Per ottenere il certificato di convivenza va presentata, anche da solo uno degli interessati, una specifica autocertificazione presso l’Ufficio Anagrafe del Comune di residenza, se approvata, l’Ufficio rilascerà il certificato di residenza e lo stato di famiglia per la coppia e gli altri interessati.
In effetti per dimostrare la convivenza more uxorio, dal punto di vista legale, sono sufficienti questi due documenti: il certificato di residenza (che specifica la casa di convivenza) e lo stato di famiglia (che attesta gli individui presenti all’interno della famiglia).
La presenza di figli nella coppia e di contratti cointestati (come il mutuo o il contratto di convivenza) possono funzionare da prove dell’esistenza di una convivenza di fatto stabile; la stabilità del legame affettivo può anche essere comprovata da testimonianze di terzi.
Questi ultimi metodi sono particolarmente utili per dimostrare la convivenza delle coppie di fatto, per accedere ai diritti della convivenza more uxorio il metodo più semplice e diretto rimane comunque quello del certificato di convivenza.
Convivenza o coppia di fatto? Cosa significa convivenza more uxorio? E convivenza anagrafica? Cosa spetta a chi è in una convivenza di fatto? Come si dimostra la convivenza?
In questo articolo risponderò a queste domande e molte altre, spiegando in cosa consiste la convivenza di fatto e quali sono i diritti dei conviventi di fatto secondo la legge italiana, e cercando di fare chiarezza tra i vari termini che vengono utilizzati in questo campo.
Convivenza di fatto. Cos’è e come funziona in Italia.
Convivenza significa molto più di condividere la stessa casa, è anche condividere un legame sentimentale e una progettualità, allo stesso tempo è difficile dare una definizione esaustiva del concetto, anche per la legge italiana.
Ad esempio, c’è un dibattito aperto sul momento esatto in cui la convivenza ha inizio, non c’è un numero di anni prestabilito dopo i quali si diventa una coppia di fatto.
I requisiti e le regole della convivenza sono alquanto vaghi, in questo modo gli organi giudiziari possono applicare misure diverse in base alla situazione.

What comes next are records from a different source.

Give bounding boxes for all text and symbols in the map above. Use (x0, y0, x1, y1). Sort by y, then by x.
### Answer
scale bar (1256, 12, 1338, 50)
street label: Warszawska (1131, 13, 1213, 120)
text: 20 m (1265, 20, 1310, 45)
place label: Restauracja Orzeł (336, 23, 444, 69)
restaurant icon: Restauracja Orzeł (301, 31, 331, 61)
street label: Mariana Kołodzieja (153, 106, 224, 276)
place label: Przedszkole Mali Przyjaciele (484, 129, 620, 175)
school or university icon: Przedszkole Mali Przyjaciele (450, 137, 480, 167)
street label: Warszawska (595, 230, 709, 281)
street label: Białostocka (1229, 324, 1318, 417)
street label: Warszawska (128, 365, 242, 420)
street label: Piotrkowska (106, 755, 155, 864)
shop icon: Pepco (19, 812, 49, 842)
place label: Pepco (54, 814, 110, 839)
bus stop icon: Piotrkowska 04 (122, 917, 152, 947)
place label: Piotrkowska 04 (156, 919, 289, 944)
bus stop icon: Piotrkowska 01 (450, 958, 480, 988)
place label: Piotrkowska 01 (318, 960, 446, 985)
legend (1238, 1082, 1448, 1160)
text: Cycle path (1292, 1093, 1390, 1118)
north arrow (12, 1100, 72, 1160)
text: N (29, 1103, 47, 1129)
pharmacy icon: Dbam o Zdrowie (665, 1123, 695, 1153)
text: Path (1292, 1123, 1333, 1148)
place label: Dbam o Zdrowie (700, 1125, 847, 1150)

Bisogna anche ricordarsi che spesso è il diritto a seguire i cambiamenti di idee ed esigenze nella società, ed è quindi una disciplina mai perfetta in costante evoluzione, anche per quanto riguarda le leggi sulla convivenza di fatto.
Ma cosa significa questa parola, convivenza?
Convivenza: significato
Come parola deriva dal latino “convivio” (banchetto) ed è composta dai segmenti “con” e “vivere”, rispettivamente “insieme” e “vivere”, si può quindi intendere come vivere insieme.
Nell’accezione più generale due o più persone convivono, quindi, quando per un periodo vivono insieme nello stesso luogo, questa è l’unica condizione necessaria.
Per quanto riguarda la legge e il senso comune, invece, con convivenza di fatto si indica anche la presenza di un legame affettivo o di parentela tra i conviventi, in assenza del quale si parla di convivenza anagrafica.
La differenza principale tra conviventi e coniugi sarebbe proprio la mancanza dell’istituzione del matrimonio, tanto che in passato la convivenza era definita concubinato, questo ha comportato l’esclusione dai diritti riservati agli sposi.
In tempi recenti, grazie a passi avanti legislativi, è diventato possibile usufruire di alcuni dei diritti (spiegati più avanti) tipici dei coniugi ma questo vale solo per la convivenza di fatto
Che differenza c’è tra convivenza e convivenza di fatto
Va quindi fatta una distinzione tra l’accezione generale di convivenza, che indica il semplice abitare insieme, e la convivenza di fatto riconosciuta legalmente che richiede la presenza di un rapporto stabile e quella di legami affettivi e di reciproca assistenza.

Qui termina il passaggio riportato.